QUT-Digital-Observatory / coordination-network-toolkit

A small command line tool and set of functions for studying coordination networks in Twitter and other social media data.
MIT License
72 stars 14 forks source link

ValueError: not enough values to unpack (expected 8, got 6) #40

Closed bkrdmr closed 2 years ago

bkrdmr commented 2 years ago

Hello, I have been experimenting with data from different social media platforms. I am following your guidelines in this repo. lately, I've tried processing youtube comments. so reply_id and urls columns are empty. I am seeing the following ValueError in preprocessing phase. do you have any suggestions to overcome this?

ValueError                                Traceback (most recent call last)
<ipython-input-16-e8dc9a9d85db> in <module>()
      1 db = "comments.db"
      2 file = "comments.csv"
----> 3 coord_net_tk.preprocess.preprocess_csv_files(db, [file])

/home/bkrdmr/anaconda3/envs/co/lib/python3.6/site-packages/coordination_network_toolkit/preprocess.py in preprocess_csv_files(db_path, input_filenames)
     20             # Skip header
     21             next(reader)
---> 22             preprocess_data(db_path, reader)
     23 
     24         print(f"Done preprocessing {message_file} into {db_path}")

/home/bkrdmr/anaconda3/envs/co/lib/python3.6/site-packages/coordination_network_toolkit/preprocess.py in preprocess_data(db_path, messages)
     72         )
     73 
---> 74         for row in processed:
     75             db.execute(
     76                 "insert or ignore into edge values (?, ?, ?, ?, ?, ?, ?, ?, ?, ?, ?)",

/home/bkrdmr/anaconda3/envs/co/lib/python3.6/site-packages/coordination_network_toolkit/preprocess.py in <genexpr>(.0)
     69                 urls.split(" ") if urls else [],
     70             )
---> 71             for message_id, user_id, username, repost_id, reply_id, message, timestamp, urls in messages
     72         )
     73 

ValueError: not enough values to unpack (expected 8, got 6)
SamHames commented 2 years ago

so reply_id and urls columns are empty

Are the columns present, but empty (ie, they have comma delimiters but empty strings)?

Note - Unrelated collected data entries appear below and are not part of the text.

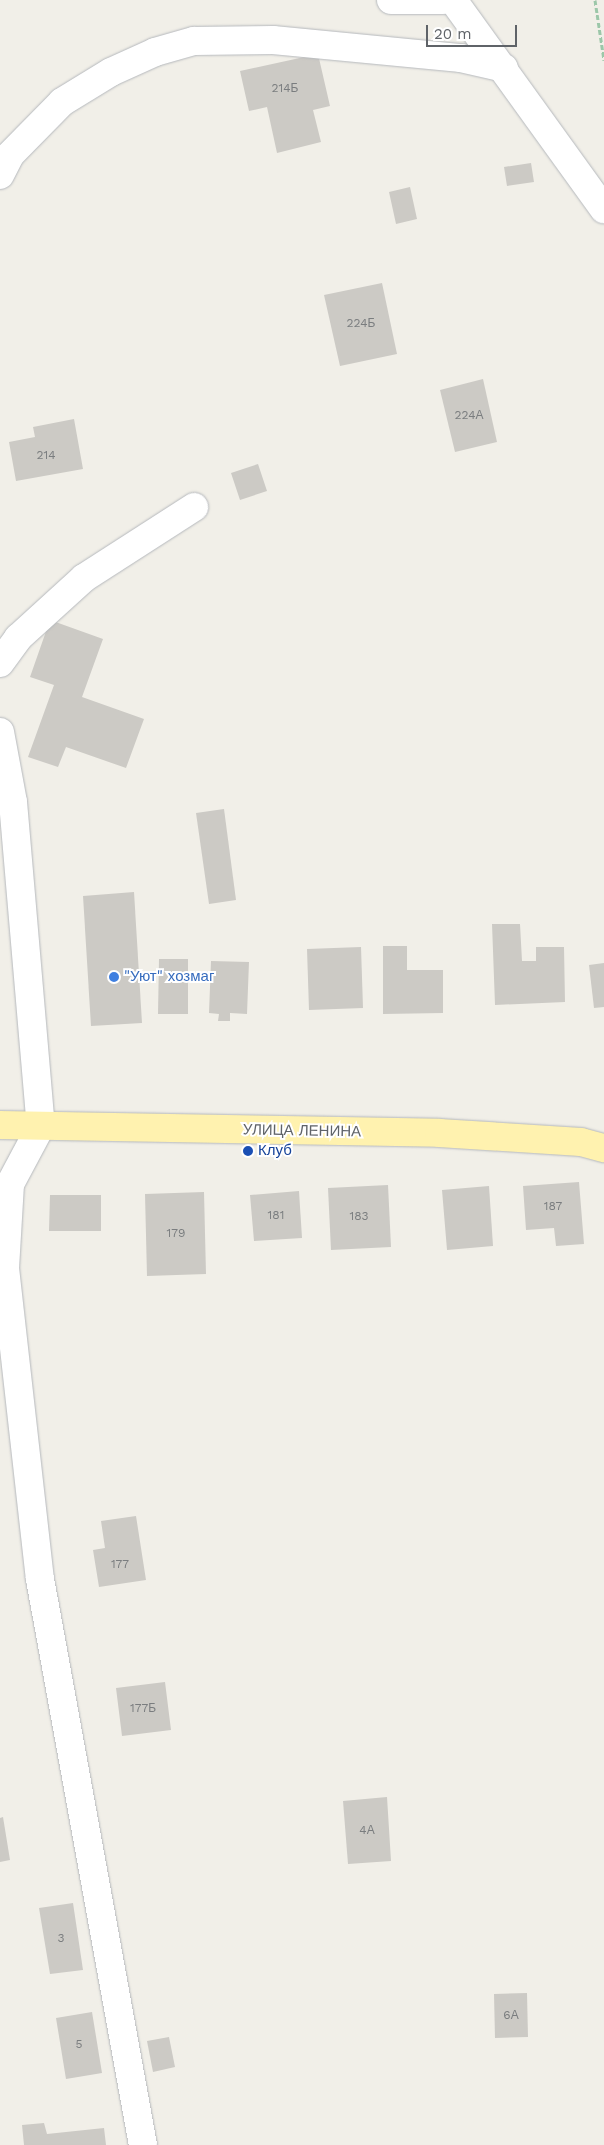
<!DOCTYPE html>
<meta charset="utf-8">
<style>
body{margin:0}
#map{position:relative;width:604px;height:2145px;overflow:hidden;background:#f1efe8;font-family:"Work Sans",sans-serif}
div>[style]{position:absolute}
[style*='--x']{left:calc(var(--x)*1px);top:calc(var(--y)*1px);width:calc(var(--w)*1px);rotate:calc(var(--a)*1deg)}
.building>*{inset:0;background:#cccac5}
.path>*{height:3px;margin-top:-1.5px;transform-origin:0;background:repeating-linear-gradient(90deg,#9cc7a9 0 5px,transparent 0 7.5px)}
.roads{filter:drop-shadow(0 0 1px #b5b8bc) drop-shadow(0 0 1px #b5b8bc)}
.minor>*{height:28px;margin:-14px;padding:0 14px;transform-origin:14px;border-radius:14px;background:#fff}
.major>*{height:28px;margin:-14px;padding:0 14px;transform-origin:14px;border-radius:14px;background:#fff2af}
.dots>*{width:14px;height:14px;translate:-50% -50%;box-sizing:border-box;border:2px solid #fff;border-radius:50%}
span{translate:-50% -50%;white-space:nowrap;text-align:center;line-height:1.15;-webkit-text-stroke:4px #fff;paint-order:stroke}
.number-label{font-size:12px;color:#7a7d7f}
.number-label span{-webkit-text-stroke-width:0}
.shop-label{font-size:15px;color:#366cbe}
.left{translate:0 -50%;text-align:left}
.street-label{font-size:15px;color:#5f6368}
.transit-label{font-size:15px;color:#164399}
.scale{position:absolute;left:426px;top:25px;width:91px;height:22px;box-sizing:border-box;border:2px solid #5f6368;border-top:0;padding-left:6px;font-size:15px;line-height:18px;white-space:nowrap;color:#5f6368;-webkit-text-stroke:4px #fff;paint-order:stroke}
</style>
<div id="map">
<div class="building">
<div style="clip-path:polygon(318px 54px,330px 106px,313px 110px,321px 142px,277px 153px,267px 107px,249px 111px,240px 71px)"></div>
<div style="clip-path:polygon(531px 163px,534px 182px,507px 186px,504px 167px)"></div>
<div style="clip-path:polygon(410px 187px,417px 219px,396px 224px,389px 192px)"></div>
<div style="clip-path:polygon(382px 283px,397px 354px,340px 366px,324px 295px)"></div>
<div style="clip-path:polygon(483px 379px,497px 442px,455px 452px,440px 390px)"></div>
<div style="clip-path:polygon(74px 419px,83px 469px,16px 481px,9px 442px,35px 437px,33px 427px)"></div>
<div style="clip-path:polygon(258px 464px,267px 491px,240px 500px,231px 473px)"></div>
<div style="clip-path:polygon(50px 620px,103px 639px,82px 697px,144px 719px,126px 768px,66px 747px,58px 767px,28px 757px,54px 685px,30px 677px)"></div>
<div style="clip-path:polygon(224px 809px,236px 900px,209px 904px,196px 813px)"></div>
<div style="clip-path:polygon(134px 892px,142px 1023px,91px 1026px,83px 896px)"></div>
<div style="clip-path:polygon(492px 924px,520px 924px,522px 961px,536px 961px,536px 947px,564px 947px,565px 1002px,495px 1005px)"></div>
<div style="clip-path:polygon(383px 946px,407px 946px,407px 970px,443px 970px,443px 1013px,383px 1014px)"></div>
<div style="clip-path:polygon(361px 947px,363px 1008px,309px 1010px,307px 949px)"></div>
<div style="clip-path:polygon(159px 959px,188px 959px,188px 1014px,158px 1014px)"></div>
<div style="clip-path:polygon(211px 961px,249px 962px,247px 1014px,230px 1013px,230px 1021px,218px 1021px,219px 1014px,209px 1013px)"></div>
<div style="clip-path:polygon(604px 963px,604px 1007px,594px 1008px,589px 965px)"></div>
<div style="clip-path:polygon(579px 1182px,584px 1244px,556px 1246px,554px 1228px,526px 1230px,523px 1186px)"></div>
<div style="clip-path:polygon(388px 1185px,391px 1247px,331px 1250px,328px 1188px)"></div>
<div style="clip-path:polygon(489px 1186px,493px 1246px,447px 1250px,442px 1190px)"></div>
<div style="clip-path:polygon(299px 1191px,302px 1238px,254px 1241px,250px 1195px)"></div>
<div style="clip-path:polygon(204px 1192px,206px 1274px,147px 1276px,145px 1194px)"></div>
<div style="clip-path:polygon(50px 1195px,101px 1195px,101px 1231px,49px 1231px)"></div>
<div style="clip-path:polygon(136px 1516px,146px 1580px,99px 1587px,93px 1550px,105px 1548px,101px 1521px)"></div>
<div style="clip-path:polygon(165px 1682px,171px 1730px,122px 1736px,116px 1688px)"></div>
<div style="clip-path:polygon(387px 1797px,391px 1861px,348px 1864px,343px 1801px)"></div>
<div style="clip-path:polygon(3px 1817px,10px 1860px,0 1862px,0 1818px)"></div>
<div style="clip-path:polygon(73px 1903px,83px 1970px,50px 1974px,39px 1908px)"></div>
<div style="clip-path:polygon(527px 1993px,528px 2037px,495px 2038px,494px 1994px)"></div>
<div style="clip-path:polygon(92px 2012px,102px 2073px,66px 2079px,56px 2018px)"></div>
<div style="clip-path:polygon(169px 2037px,175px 2067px,153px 2072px,147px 2041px)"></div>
<div style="clip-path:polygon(44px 2123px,47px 2134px,104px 2128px,106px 2145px,24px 2145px,22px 2125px)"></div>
</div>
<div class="path">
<div style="--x:595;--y:0;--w:61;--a:81.5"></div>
</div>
<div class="roads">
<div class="minor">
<div style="--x:391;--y:0;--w:52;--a:0"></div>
<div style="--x:453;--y:0;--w:258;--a:54.2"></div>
<div style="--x:0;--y:175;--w:22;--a:-63"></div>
<div style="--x:10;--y:155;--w:74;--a:-45.5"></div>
<div style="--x:62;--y:102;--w:57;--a:-31.5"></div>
<div style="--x:111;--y:72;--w:48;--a:-24.4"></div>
<div style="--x:155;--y:52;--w:41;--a:-15.8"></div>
<div style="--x:194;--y:41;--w:79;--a:-0.7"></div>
<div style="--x:273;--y:40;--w:189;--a:5.5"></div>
<div style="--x:461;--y:58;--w:44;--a:13.1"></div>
<div style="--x:0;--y:663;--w:31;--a:-54"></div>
<div style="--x:18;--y:638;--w:89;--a:-42.3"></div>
<div style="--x:84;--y:578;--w:131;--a:-32.8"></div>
<div style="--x:0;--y:732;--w:71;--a:79.5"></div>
<div style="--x:13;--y:802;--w:325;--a:85.1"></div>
<div style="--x:41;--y:1126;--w:66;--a:118.1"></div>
<div style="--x:10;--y:1184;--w:84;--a:93.4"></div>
<div style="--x:5;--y:1268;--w:313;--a:83.6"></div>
<div style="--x:40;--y:1579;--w:575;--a:79.69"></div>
</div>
<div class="major">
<div style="--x:0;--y:1125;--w:439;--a:1"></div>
<div style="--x:439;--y:1133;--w:142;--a:3.6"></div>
<div style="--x:581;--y:1142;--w:24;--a:15"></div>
</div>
</div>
<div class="dots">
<div style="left:114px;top:977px;background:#3f7fe0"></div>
<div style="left:248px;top:1151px;background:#1a4fb4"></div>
</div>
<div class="number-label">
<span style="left:285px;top:89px">214Б</span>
<span style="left:361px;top:324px">224Б</span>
<span style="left:469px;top:416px">224А</span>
<span style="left:46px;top:456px">214</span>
<span style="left:553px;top:1207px">187</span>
<span style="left:276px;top:1216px">181</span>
<span style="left:359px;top:1217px">183</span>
<span style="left:176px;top:1234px">179</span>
<span style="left:120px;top:1565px">177</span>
<span style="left:143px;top:1709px">177Б</span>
<span style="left:367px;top:1831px">4А</span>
<span style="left:61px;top:1939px">3</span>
<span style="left:511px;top:2016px">6А</span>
<span style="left:79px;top:2045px">5</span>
</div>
<div class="shop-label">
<span class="left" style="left:124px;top:977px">"Уют" хозмаг</span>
</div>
<div class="street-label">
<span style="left:302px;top:1131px;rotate:1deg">УЛИЦА ЛЕНИНА</span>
</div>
<div class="transit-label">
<span class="left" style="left:258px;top:1151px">Клуб</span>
</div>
<div class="scale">20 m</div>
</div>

The error looks like the columns aren't present in the file, or have been messed up somehow by the import code.

Out of interest - are you converting JSON data collected via the YouTube API into a CSV and using that? If you can share the code doing the JSON -> CSV conversion (just a gist or something) I might be able to add native support for the format, similar to the Twitter format.

bkrdmr commented 2 years ago

Columns are present. I've tried with dummy values but got the same result. Data is stored in regular dbs of my lab. I extracted it as csv files, re-ordered the columns in pandas per your guideline, before saving it to a new csv for preprocessing.

df = df[['comment_id', 'commenter_id', 'commenter_name', 'video_id', 'reply_to', 'comment_displayed', 'published_date']]
df['urls'] = ""
df['reply_to'] = ""
df['published_date'] = pd.to_datetime(df['published_date'])
df['published_date'] = (df['published_date'] - pd.Timestamp("1970-01-01 00:00:00+00:00")) // pd.Timedelta('1s')
df.to_csv('comments.csv', index=False, encoding='utf-8')
SamHames commented 2 years ago

Thanks for confirming - I'll try and take a look at what's going on today or tomorrow.

bkrdmr commented 2 years ago

Thank you! will check again.

SamHames commented 2 years ago

I had a quick look into this - I wonder if the problem is the CSV file is being misinterpreted within the toolkit?

I think two things to try are:

  1. Try working with just a small sample of rows - if it works for that it's probably a representation problem with specific rows. df.head().to_csv('comments.csv', index=False, encoding='utf-8')
  2. Quote all fields in the CSV output: df.to_csv('comments.csv', index=False, encoding='utf-8', quoting=1)

If either of those don't help, I might ask you to share an example file with me so I can debug for you.

SamHames commented 2 years ago

Alternatively, since you're already writing Python, you can cut out the CSV middle man and work directly from the dataframe via the toolkit as a Python library. These functions are safe to use and aren't expected to change, I just haven't had any time to write documentation apart from the snippet in the readme.

from coordination_network_toolkit.preprocess import preprocess_data

# Create a generator of pandas rows, since iterrows returns an index and the row content
rows = (row for (i, row) in df.iterrows())

preprocess_data('youtube_comments.db', rows)
bkrdmr commented 2 years ago

Yes. It is now working. Using preprocess_data() solved the issue. I guess something was wrong in the csv. I wonder why you chose directed graphs instead of undirected graphs for co-retweet behavior though.

Thank you for the prompt response and quick fix. This is definitely helpful.